Teresa Green, the Linda Golodner Food Safety & Nutrition fellow for the league, wasn't aware of any other recent complaints from the organization involving sports drinks, but she does recommend consumers look carefully at the labels of what they buy.
"If you look at the actual sugar content gram-for-gram, it's not that much better than a soda. It's fine if it's your treat for a day," Green said of many sports drinks.
So when would a person require an electrolyte boost from a sports drink like Vitaminwater or Gatorade?
During and after workouts in which the person is sweating intensely, particularly if they don't plan to eat a meal soon after the loss of fluids, Peterman said.
On her drive to work, Peterman often sees the Western Dubuque High School football team practicing on very hot days in the late summer. That would be the time to have a sports drink, she said.

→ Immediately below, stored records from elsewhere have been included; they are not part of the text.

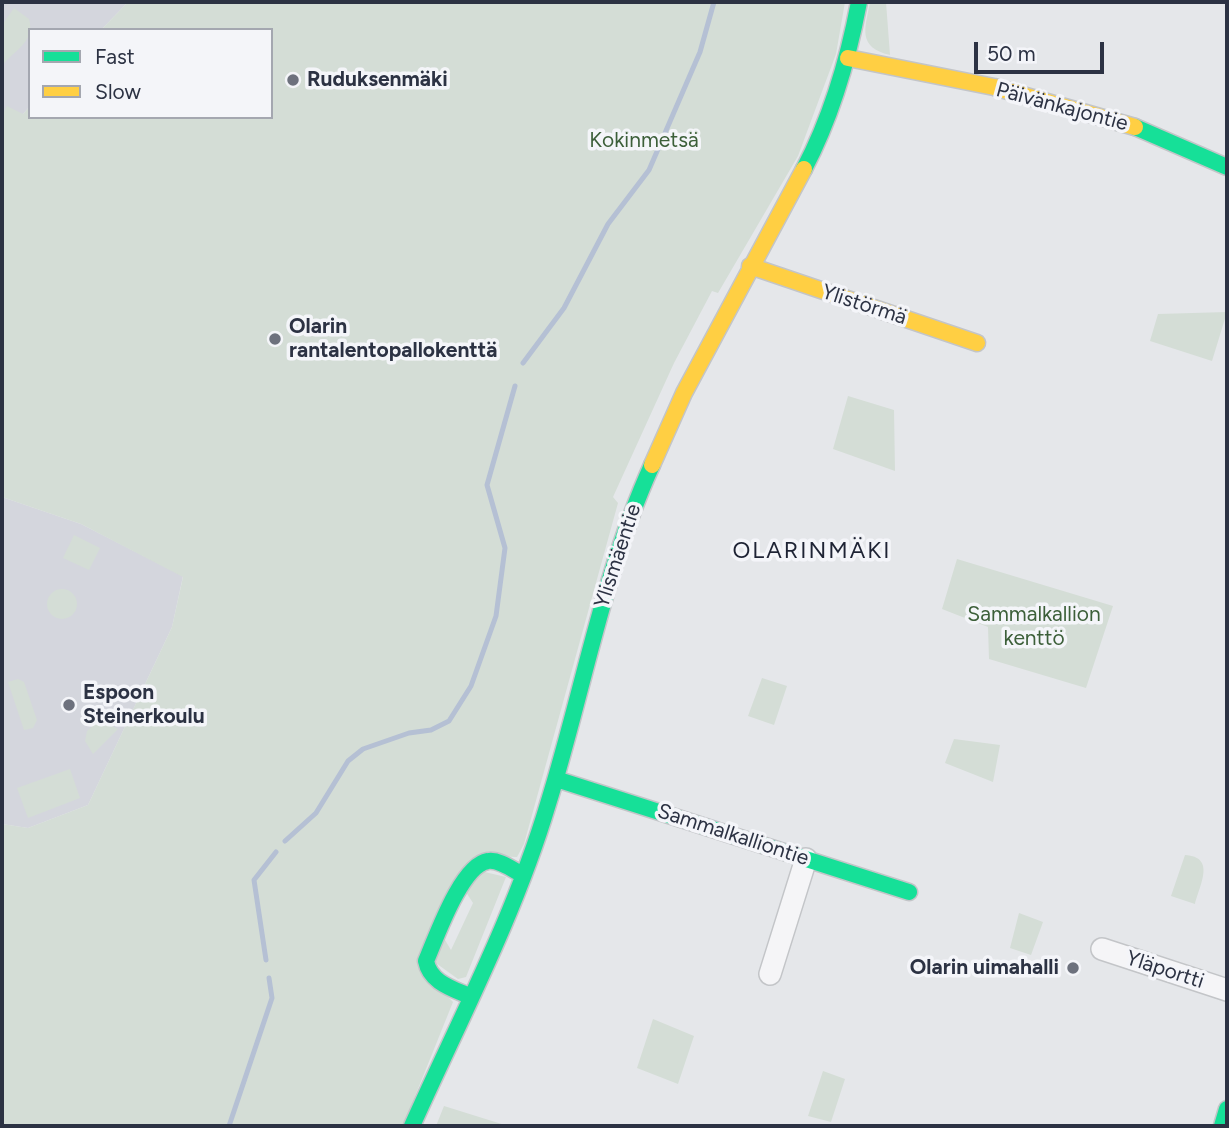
<!DOCTYPE html>
<html>
<head>
<meta charset="utf-8">
<style>
	body { margin:0 }
	#map { position:relative; width:1229px; height:1128px; overflow:hidden; background:#e5e7ea; font-family:Figtree,sans-serif }
	canvas { display:block }
	.frame { position:absolute; inset:0; border:4px solid #2c3243; pointer-events:none }
	.legend { position:absolute; left:28px; top:28px; width:245px; height:91px; box-sizing:border-box; background:#f4f5f9; border:2px solid #a4a7b0; margin:0; padding:9px 12px; list-style:none; font-size:21px; color:#2c3243 }
	.legend li { display:flex; align-items:center; gap:14px; height:35px }
	.legend b { width:35px; border:2px solid #a4a7b0 }
	.scale { position:absolute; left:974px; top:42px; width:130px; height:32px; box-sizing:border-box; border:4px solid #2c3243; border-top:0; padding-left:9px; font-size:21px; line-height:24px; white-space:nowrap; color:#2c3243; -webkit-text-stroke:5px #f4f5f9; paint-order:stroke }
</style>
</head>
<body>
<div id="map">
<canvas width="1229" height="1128"></canvas>
<div class="frame"></div>
<ul class="legend">
<li><b style="height:9px;background:#16e098"></b>Fast</li>
<li><b style="height:9px;background:#ffcf43"></b>Slow</li>
</ul>
<div class="scale">50 m</div>
</div>
<script>
const ctx = document.querySelector('canvas').getContext('2d');
ctx.lineJoin = 'round';
function fill(path, color) {
  ctx.fillStyle = color;
  ctx.fill(path, 'evenodd');
}
function trace(path, color, width, dash) {
  ctx.strokeStyle = color;
  ctx.lineWidth = width;
  ctx.lineCap = dash ? 'butt' : 'round';
  ctx.setLineDash(dash || []);
  ctx.stroke(path);
}
function label(font, color, halo, rows, align = 'center') {
  ctx.font = font + ' Figtree,sans-serif';
  ctx.lineWidth = 7;
  ctx.setLineDash([]);
  ctx.textBaseline = 'middle';
  ctx.strokeStyle = halo;
  ctx.fillStyle = color;
  for (const [text, x, y, turn = 0] of rows) {
    ctx.save();
    ctx.translate(x, y);
    ctx.rotate((+turn || 0) * Math.PI / 180);
    ctx.textAlign = isNaN(turn) ? turn : align;
    if (halo) ctx.strokeText(text, 0, 0);
    ctx.fillText(text, 0, 0);
    ctx.restore();
  }
}
fill(new Path2D(`
	M 2,2 L 128,2 L 101,30 L 30,30 L 30,106 L 23,114 L 2,115 Z
	M 2,497 L 81,524 L 183,576 L 172,627 L 88,805 L 28,828 L 2,824 Z`), '#d4d6dd');
fill(new Path2D(`
	M 128,2 L 845,2 L 836,54 L 798,156 L 718,293 L 712,291 L 674,363 L 613,497 L 618,503 L 524,844 L 517,857 L 488,856 L 418,965 L 453,1002 L 403,1126 L 2,1126 L 2,824 L 28,828 L 88,805 L 172,627 L 183,577 L 81,524 L 2,497 L 2,115 L 7,106 L 23,114 L 30,106 L 30,117 L 271,117 L 271,30 L 101,30 Z
	M 870,2 L 886,2 L 890,55 C 857,47 865,29 870,2 Z
	M 14,8 L 29,19 C 36,42 13,51 2,66 L 2,25 Z
	M 1227,312 L 1212,361 L 1150,341 L 1158,314 Z
	M 848,396 L 894,410 L 895,471 L 833,449 Z
	M 74,535 L 100,548 L 89,570 L 63,558 Z
	M 957,559 L 1113,606 L 1086,688 L 989,659 L 988,627 L 942,609 Z
	M47 604a15 15 0 1 1 30 0a15 15 0 1 1-30 0Z
	M 762,678 L 787,686 L 774,725 L 748,716 Z
	M 18,679 L 24,682 L 37,720 L 33,728 L 24,730 L 8,682 Z
	M 97,722 L 105,722 L 118,729 L 93,754 L 85,741 L 87,731 Z
	M 954,739 L 1000,745 L 993,782 L 945,763 Z
	M 70,769 L 80,798 L 28,818 L 17,788 Z
	M 1185,855 C 1216,857 1200,884 1195,904 L 1171,896 Z
	M 476,870 L 506,877 L 466,977 L 458,979 L 433,961 L 442,935 L 451,950 L 473,903 L 464,889 Z
	M 1019,913 L 1043,922 L 1031,955 L 1010,948 Z
	M 653,1019 L 694,1036 L 678,1084 L 637,1068 Z
	M 823,1071 L 845,1079 L 831,1122 L 808,1116 Z
	M 444,1106 L 508,1126 L 436,1126 Z`), '#d4ddd6');
trace(new Path2D(`
	M 523,363 L 564,308 L 608,224 L 649,170 L 700,52 L 714,2
	M 285,841 L 316,813 L 348,761 L 363,749 L 409,733 L 431,730 L 449,721 L 471,686 L 496,616 L 505,548 L 487,485 L 515,386
	M 266,960 L 254,880 L 276,852
	M 229,1126 L 272,998 L 269,978`), '#b5c0d4', 5);
const street = new Path2D(`
	M 1102,949 L 1227,990
	M 770,974 L 806,859`);
const fast = new Path2D(`
	M 1135,127 L 1227,167
	M 804,169 C 832,116 848,60 859,2
	M 556,779 L 909,892
	M 469,996 C 451,988 430,982 426,961 C 436,938 461,865 488,861 C 499,859 513,870 523,875
	M 412,1126 C 459,1021 515,915 548,804 C 583,692 603,573 652,465
	M 1222,1126 L 1227,1109`);
const slow = new Path2D(`
	M 848,58 L 994,87 L 1135,127
	M 750,266 L 977,343
	M 652,465 L 684,393 L 804,169`);
trace(street, '#c3c5c8', 24);
trace(fast, '#c3c5c8', 19);
trace(slow, '#c3c5c8', 19);
trace(street, '#f5f5f7', 21);
trace(fast, '#16e098', 16);
trace(slow, '#ffcf43', 16);
for (const [x, y, r, color] of [
	[293,80,7,"#6d717d"],
	[275,339,7,"#6d717d"],
	[69,705,7,"#6d717d"],
	[1073,968,7,"#6d717d"]
]) {
  const dot = new Path2D();
  dot.arc(x, y, r, 0, 2 * Math.PI);
  ctx.fillStyle = color;
  ctx.fill(dot);
  trace(dot, '#f4f5f9', 2.5);
}
label('bold 21px', '#2c3243', '#f4f5f9', [
	["Ruduksenmäki",307,80],
	["Olarin",289,327],
	["rantalentopallokenttä",289,351],
	["Espoon",83,693],
	["Steinerkoulu",83,717],
	["Olarin uimahalli",1059,968,"right"]
], 'left');
label('21px', '#2c3243', '#f4f5f9', [
	["Päivänkajontie",1062,107,15],
	["Ylistörmä",864,305,18],
	["Ylismäentie",618,556,-72],
	["Sammalkalliontie",733,835,18],
	["Yläportti",1165,970,18]
]);
label('21px', '#3c5f39', '#f4f5f9', [
	["Kokinmetsä",644,141],
	["Sammalkallion",1034,615],
	["kenttö",1034,639]
]);
ctx.letterSpacing = '2px';
label('23px', '#1e2334', '#f4f5f9', [
	["OLARINMÄKI",812,551]
]);
ctx.letterSpacing = '0px';
</script>
</body>
</html>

But high sales figures indicate people are consuming sports drinks much more often.
In 2010, Vitaminwater had more than $700 million in sales, making it one of the most popular sports drinks on the market, according to the league.
The best drink for sipping throughout the day is water, Peterman said.
She recommends consumers buy a water filter if they want to improve tap water taste or bring a cup with a lid when on the go as a reminder to keep drinking water throughout the day.